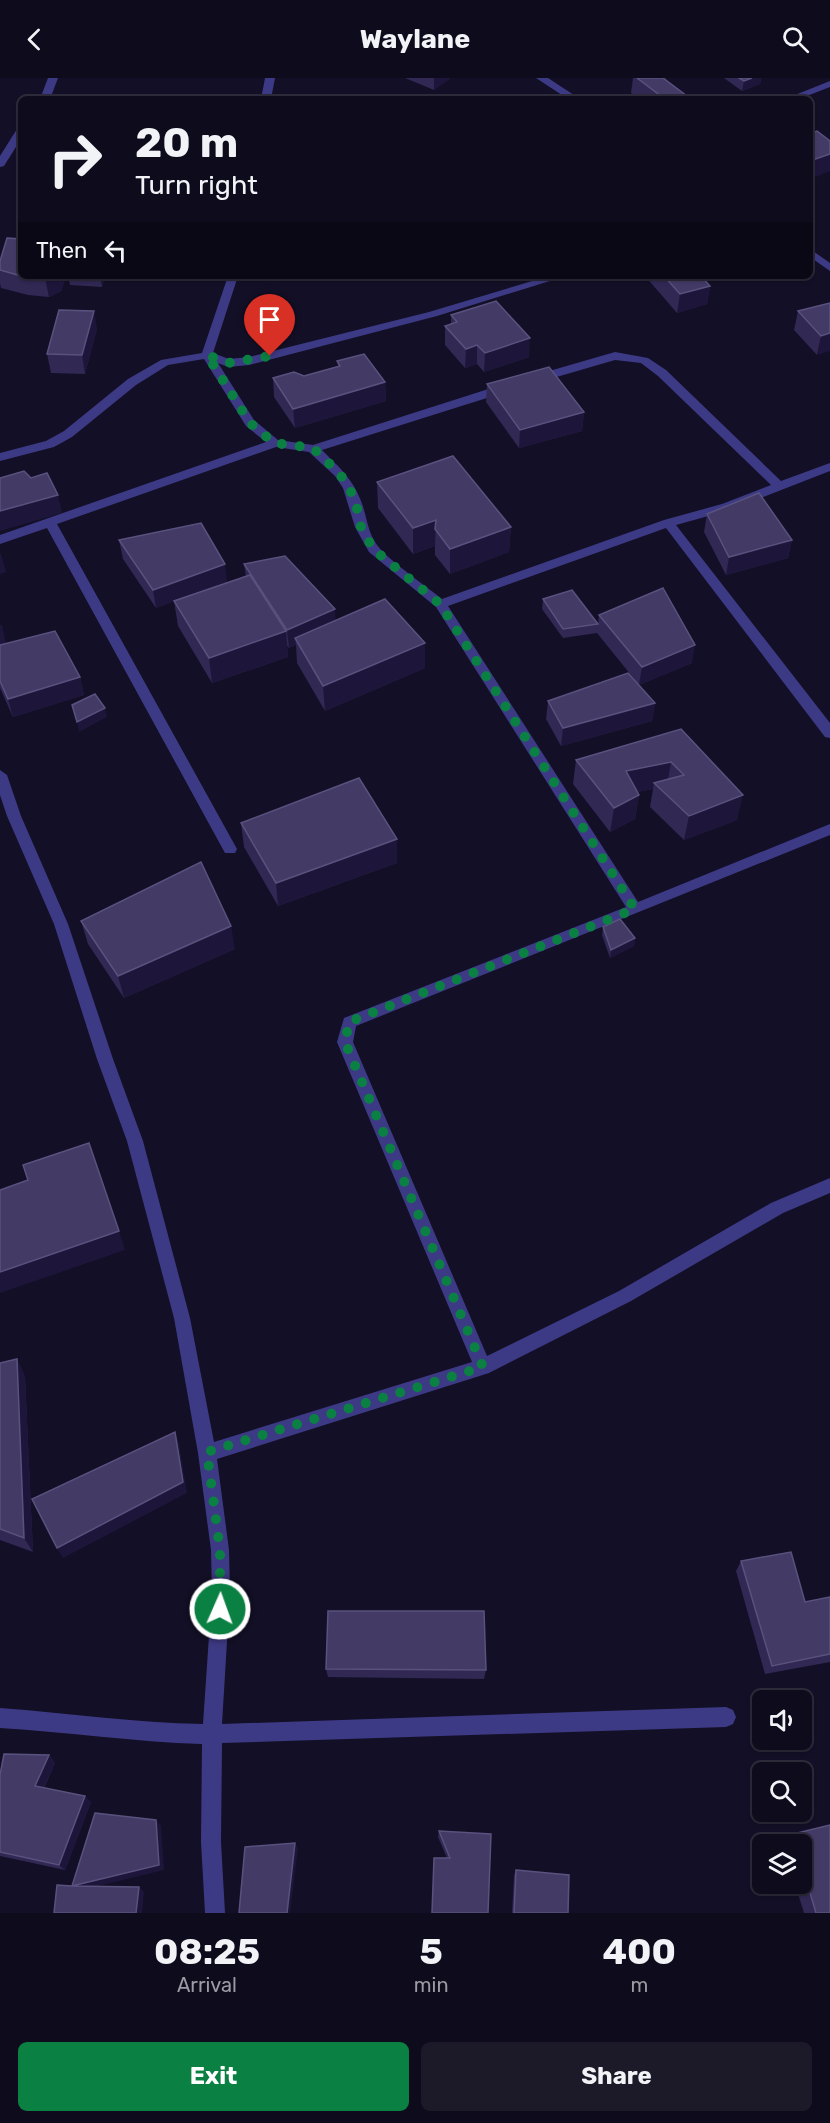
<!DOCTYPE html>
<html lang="en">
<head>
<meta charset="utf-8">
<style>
	:root { --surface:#0e0b1c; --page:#1c1929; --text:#f1f3f6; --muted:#9b9ba3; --line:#2e2b3b; --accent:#0b8043 }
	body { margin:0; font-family:Rubik,sans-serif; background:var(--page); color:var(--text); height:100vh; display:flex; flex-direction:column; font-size:22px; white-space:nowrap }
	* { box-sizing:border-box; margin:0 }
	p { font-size:20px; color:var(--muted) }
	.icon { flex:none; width:33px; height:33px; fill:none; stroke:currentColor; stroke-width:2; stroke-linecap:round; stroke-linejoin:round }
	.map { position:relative; height:1835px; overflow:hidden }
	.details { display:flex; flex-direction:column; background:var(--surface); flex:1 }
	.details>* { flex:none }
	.hud { position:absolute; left:18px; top:18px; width:795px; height:183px; border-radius:9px; box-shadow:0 2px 4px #0004,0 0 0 2px var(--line); background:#0e0b1c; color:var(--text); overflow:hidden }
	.tools { position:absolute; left:752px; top:1612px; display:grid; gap:12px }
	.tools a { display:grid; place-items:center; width:60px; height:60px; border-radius:9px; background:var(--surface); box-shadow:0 2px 4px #0004,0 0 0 2px var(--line); font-size:30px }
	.pin { position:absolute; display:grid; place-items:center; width:51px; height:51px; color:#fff; margin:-62px -26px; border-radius:50% 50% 50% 0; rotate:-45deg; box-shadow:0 0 6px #0007 }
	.pin .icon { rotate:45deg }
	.me { position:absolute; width:66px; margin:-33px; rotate:2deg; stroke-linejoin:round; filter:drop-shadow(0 0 4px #0008) }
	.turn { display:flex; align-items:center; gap:21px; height:126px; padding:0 18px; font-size:27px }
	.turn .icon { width:78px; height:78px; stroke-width:2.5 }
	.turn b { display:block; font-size:42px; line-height:51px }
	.then { display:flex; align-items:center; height:57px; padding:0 18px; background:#0003; gap:12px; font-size:22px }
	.eta { display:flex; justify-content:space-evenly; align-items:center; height:102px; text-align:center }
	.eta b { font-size:36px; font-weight:700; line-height:42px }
	.action { display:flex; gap:12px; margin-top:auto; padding:12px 18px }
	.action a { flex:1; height:69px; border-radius:9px; background:var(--accent); color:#fff; font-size:24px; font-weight:700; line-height:69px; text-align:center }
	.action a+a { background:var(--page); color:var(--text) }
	header { display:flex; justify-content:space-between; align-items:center; height:78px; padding:0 18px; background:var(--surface); font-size:27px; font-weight:700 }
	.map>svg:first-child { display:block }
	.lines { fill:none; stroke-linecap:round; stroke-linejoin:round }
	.minor { fill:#3d3a85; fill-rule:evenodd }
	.wall { fill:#312854 }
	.shaded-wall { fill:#1d163a }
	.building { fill:#433a66; stroke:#5a527e; stroke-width:1.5 }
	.route { stroke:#0b8043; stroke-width:10; stroke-dasharray:0 18 }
</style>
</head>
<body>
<header><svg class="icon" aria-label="back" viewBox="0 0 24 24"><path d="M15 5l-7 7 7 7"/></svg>Waylane<svg class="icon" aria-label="search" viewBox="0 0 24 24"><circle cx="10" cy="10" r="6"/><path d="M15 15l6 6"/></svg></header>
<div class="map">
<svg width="830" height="1835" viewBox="0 0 830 1835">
	<rect width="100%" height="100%" fill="#130f26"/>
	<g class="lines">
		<!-- minor -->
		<g class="minor">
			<path d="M48,0h10l-8,21h-10z"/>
			<path d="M265,0h10l-4,21h-10z"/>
			<path d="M536,0h12l32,21h-12z"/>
			<path d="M830,3v6l-31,12h-14z"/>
			<path d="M21,50v11l-17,27 -4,1v-11l17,-27z"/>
			<path d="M810,171l20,14v8l-20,-14z"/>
			<path d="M228,198h10l-25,77 16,6 20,-2 180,-45 120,-36h17l-129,40 -188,49 -21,2 -10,-4 36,57 24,20 35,5 188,-60h8v6l-187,59c16,16 31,29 39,51 6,15 6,30 16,44 11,15 49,41 65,54l222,-79 58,-16 49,-19 -113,-109 -17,-13 -26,-3 -79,23 -4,-1v-6l83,-24 33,6 18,12 115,111 49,-18v8l-100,39 -54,15 154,198v15l-5,-1 -159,-209 -218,78 190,296 192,-78v11l-474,191 -3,16 134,314 132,-65 152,-88 59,-25v15l-47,20 -152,88 -142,72 -272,86 12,91 1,42 -8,132 504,-17 7,3 3,7 -3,7 -7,3 -504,16 -1,99 4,71h-20l-4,-71 1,-98c-68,-2 -134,-12 -202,-16v-20c68,5 135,15 203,16l9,-132 -1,-42 -13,-97 -24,-135 -47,-177 -30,-82 -43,-135 -47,-108 -7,-21v-25l7,5 14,41 47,108 45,135 30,82 47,177 24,124 258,-80 -135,-320 7,-24 282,-111 -190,-300 -67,-55 -14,-25 -12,-39 -8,-12 -26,-24 -33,-5 -219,77 180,325 -2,4h-10l-178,-325 -47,16v-9l266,-93 -20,-16 -42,-67 -36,6 -32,20 -64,52 -18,10 -54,14v-8l46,-12 18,-10 64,-52 33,-19 41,-7z"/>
		</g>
	</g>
	<!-- wall -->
	<g class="wall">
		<path d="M405,0h45l-16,12z"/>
		<path d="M633,0h33l-2,1 27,20h-52l-8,-6z"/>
		<path d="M724,0h37l-1,6 -18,7z"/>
		<path d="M0,183l21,15h45l-5,15 -12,6 -21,-2 -27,-7 -1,-5z"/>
		<path d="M68,198h37l-3,11 -32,-2z"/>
		<path d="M645,198h56l9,10 -3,18 -30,9z"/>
		<path d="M830,225l-13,52 -23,-25 4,-19z"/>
		<path d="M451,237l78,42 -45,15 -7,-8 -12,4 -20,-23v-19l6,-2z"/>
		<path d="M97,251l-12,45 -34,-1 -4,-19z"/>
		<path d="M337,283l48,21 1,19 -91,27 -21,-31 -1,-19 31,-2 34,-10z"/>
		<path d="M487,306l97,28 -2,19 -63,17 -33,-46z"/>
		<path d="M377,404l134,45 -2,25 -59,22 -15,-19v-9l-22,8 -35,-46z"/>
		<path d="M707,436l85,26 -4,18 -62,17 -22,-43z"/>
		<path d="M119,462l108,42 -26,9 45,-14 -2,-13 91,45v12l90,47 -100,43 -28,-48 -1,-18 -7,3 -2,-2 1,11 -76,26 -34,-57 -4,-25 -18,7 -33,-49z"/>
		<path d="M543,521l55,25 1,-9 93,48 -53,22 -42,-52 -34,5 -21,-29z"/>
		<path d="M0,567l80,32 4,18 -71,22 -13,-29z"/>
		<path d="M548,623l107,2 -3,18 -91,25 -15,-27z"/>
		<path d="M681,651l56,91 -53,20 -34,-33 3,-18 -16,3 2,3 -4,24 -25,13 -37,-48 3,-24z"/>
		<path d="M241,745l156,16v24l-119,43 -34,-59z"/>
		<path d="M81,843l154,28 -111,49 -36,-54z"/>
		<path d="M603,849l32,11 -1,8 -24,12 -8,-23z"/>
		<path d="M17,1281l8,18 8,175 -33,-12v-177z"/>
		<path d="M741,1483l64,41 25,-5v65l-65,12 -29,-103z"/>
		<path d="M326,1591l160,1 -2,9 -156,-2z"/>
		<path d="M49,1677l6,8 -11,25 47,14 -26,68 -65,-14v-81z"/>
		<path d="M830,1747v88h-26l-9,-29h6v-39h-17l-1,-3 10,-8z"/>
		<path d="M439,1753l49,82 -41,-55 -9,-21z"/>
		<path d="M516,1792l52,43h-56l2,-38z"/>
	</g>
	<!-- shaded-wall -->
	<g class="shaded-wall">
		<path d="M434,0h16v1l-16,11z"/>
		<path d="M752,0h9l-1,6 -18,7 2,-10z"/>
		<path d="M830,76v17l-20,8v-18z"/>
		<path d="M50,198h16l-5,15 -12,6 -4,-19z"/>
		<path d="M100,198h5l-3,11z"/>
		<path d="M710,208l-3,18 -30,9 3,-19z"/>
		<path d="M94,233l3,18 -12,45 -3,-19z"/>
		<path d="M830,255v18l-13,4 4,-19z"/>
		<path d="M530,260l-1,19 -45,15 1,-19z"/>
		<path d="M477,267v19l-12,4 1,-19z"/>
		<path d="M385,304l1,19 -91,27 -2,-19z"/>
		<path d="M584,334l-2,19 -63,17 1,-18z"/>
		<path d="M58,417l4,18 -62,18v-20z"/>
		<path d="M436,442l-1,26 -22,8v-26z"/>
		<path d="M511,449l-2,25 -59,22v-25z"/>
		<path d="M792,462l-4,18 -62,17 3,-18z"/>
		<path d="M0,476h1l5,18 -6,2z"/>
		<path d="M225,486l2,18 -71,26 -3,-18z"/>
		<path d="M335,531l1,18 -41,11 1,7 -7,3 -2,-18z"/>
		<path d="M0,547h2l4,18 -6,2z"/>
		<path d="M286,553l2,26 -76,26 -3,-25z"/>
		<path d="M425,565v25l-100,43 -2,-25z"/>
		<path d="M695,567l-3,18 -53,22 3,-18z"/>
		<path d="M80,599l4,18 -71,22 -5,-18z"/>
		<path d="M655,625l-3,18 -91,25 2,-18z"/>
		<path d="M105,630l2,9 -28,15 -2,-10z"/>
		<path d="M671,684l-4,24 -13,-3 -1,6 -31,6 4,-24z"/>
		<path d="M639,717l-4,24 -25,13 4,-24z"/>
		<path d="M743,717l-6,25 -53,20 5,-24z"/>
		<path d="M397,761v24l-119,43 -2,-23z"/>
		<path d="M231,848l4,23 -111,49 -6,-22z"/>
		<path d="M635,860l-1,8 -24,12 1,-8z"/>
		<path d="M119,1153l6,19 -125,43v-21z"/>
		<path d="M17,1281l8,18 8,175 -9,-14z"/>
		<path d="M175,1354l4,12 8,49 -124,65 -6,-10z"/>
		<path d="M49,1677l6,8 -14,30 -6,-7z"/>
		<path d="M85,1718l6,6 -26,68 -6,-5z"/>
		<path d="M156,1742l5,6 3,44 -86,21 -6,-5z"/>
		<path d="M295,1765l3,6 -8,64h-3z"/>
		<path d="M139,1809l5,5 -2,21h-6z"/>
	</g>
	<!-- building -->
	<g class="building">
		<path d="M637,0h26l28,21h-26z"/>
		<path d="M739,0h13l-8,3z"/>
		<path d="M817,53l13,10v13l-20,7v-27z"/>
		<path d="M7,160l14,1v37l-21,-6v-9z"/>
		<path d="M21,198h29l-5,2z"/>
		<path d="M664,198h37l9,10 -30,8z"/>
		<path d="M496,223l34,37 -45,15 -8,-8 -11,4 -21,-23 12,-4 -6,-7z"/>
		<path d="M830,225v30l-9,3 -23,-25z"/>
		<path d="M59,232l35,1 -12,44 -35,-1z"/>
		<path d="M364,276l21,28 -92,27 -20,-31 21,-6 10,4 36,-10 -3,-5z"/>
		<path d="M549,289l35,45 -64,18 -33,-46z"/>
		<path d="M453,378l58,71 -61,22 -15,-20 1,-9 -23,8 -36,-46z"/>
		<path d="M24,393l7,7 16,-5 11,22 -58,16v-33z"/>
		<path d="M759,415l33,47 -63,17 -22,-43z"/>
		<path d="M201,445l24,41 -72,26 -34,-50z"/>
		<path d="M285,478l50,53 -48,21 -43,-66z"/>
		<path d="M250,497l36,56 -77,27 -35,-57z"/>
		<path d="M663,510l32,57 -53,22 -43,-52z"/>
		<path d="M572,512l26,34 -35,5 -20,-30z"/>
		<path d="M385,521l40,44 -102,43 -28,-48z"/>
		<path d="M55,553l25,46 -72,22 -8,-18v-36z"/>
		<path d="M628,595l27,30 -92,25 -15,-27z"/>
		<path d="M95,616l10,14 -28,14 -5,-17z"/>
		<path d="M681,651l62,66 -54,21 -35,-33 30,-8 -13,-13 -45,9 13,24 -25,13 -38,-48z"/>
		<path d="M359,700l38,61 -121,44 -35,-60z"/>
		<path d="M201,784l30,64 -113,50 -37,-55z"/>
		<path d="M620,841l15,19 -24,12 -8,-23z"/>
		<path d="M89,1065l30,88 -119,41v-82l28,-10 -5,-15z"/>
		<path d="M17,1281l7,179 -24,-9v-166z"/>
		<path d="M175,1354l8,50 -126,66 -25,-49z"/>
		<path d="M791,1474l14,50 25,-5v57l-58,12 -31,-105z"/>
		<path d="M328,1533h156l2,59 -160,-1z"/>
		<path d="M4,1676l45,1 -14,31 50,10 -26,69 -59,-13v-77z"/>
		<path d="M95,1735l61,7 3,45 -87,21 67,1 -3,26h-82l3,-28 15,1z"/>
		<path d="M830,1747v88h-14l-15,-51v-17h-5l-3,-11z"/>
		<path d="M439,1753l52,3 -3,79h-56l2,-55h16z"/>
		<path d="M295,1765l-8,70h-48l6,-66z"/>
		<path d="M516,1792l53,5 -1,38h-54z"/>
	</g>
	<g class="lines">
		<!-- route -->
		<path class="route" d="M220,1531v-59l-13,-98 276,-85 -138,-325 4,-20 286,-113 -195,-305 -67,-55 -12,-22 -5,-23 -7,-17 -10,-14 -26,-25 -39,-5 -24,-20 -43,-68 21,8 42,-7"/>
	</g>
</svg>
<div class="tools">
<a><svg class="icon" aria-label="sound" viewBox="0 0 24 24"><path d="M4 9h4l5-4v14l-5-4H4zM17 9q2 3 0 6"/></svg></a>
<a><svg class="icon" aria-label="search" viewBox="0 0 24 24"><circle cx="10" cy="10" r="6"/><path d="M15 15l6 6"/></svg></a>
<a><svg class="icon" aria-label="layers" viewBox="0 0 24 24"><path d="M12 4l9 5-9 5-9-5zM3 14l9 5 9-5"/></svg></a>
</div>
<div class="pin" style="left:270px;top:278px;background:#d93025"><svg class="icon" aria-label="arrive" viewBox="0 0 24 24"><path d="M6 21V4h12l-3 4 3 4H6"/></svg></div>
<svg class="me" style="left:220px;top:1531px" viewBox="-20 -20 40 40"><circle r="17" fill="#0b8043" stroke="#fff" stroke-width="3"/><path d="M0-11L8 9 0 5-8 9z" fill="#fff"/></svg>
<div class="hud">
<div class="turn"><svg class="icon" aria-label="right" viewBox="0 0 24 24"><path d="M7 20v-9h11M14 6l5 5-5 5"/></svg><div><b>20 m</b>Turn right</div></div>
<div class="then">Then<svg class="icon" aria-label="left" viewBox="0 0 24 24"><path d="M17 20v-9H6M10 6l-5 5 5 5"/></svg></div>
</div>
</div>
<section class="details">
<div class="eta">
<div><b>08:25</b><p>Arrival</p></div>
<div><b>5</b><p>min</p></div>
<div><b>400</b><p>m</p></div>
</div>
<div class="action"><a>Exit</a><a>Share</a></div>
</section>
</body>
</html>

—————

In the listing above, the line with "<div><b>5</b><p>min</p></div>" and every line after it must be set down word for word, and no other line.

(YOUR RESPONSE)
<div><b>5</b><p>min</p></div>
<div><b>400</b><p>m</p></div>
</div>
<div class="action"><a>Exit</a><a>Share</a></div>
</section>
</body>
</html>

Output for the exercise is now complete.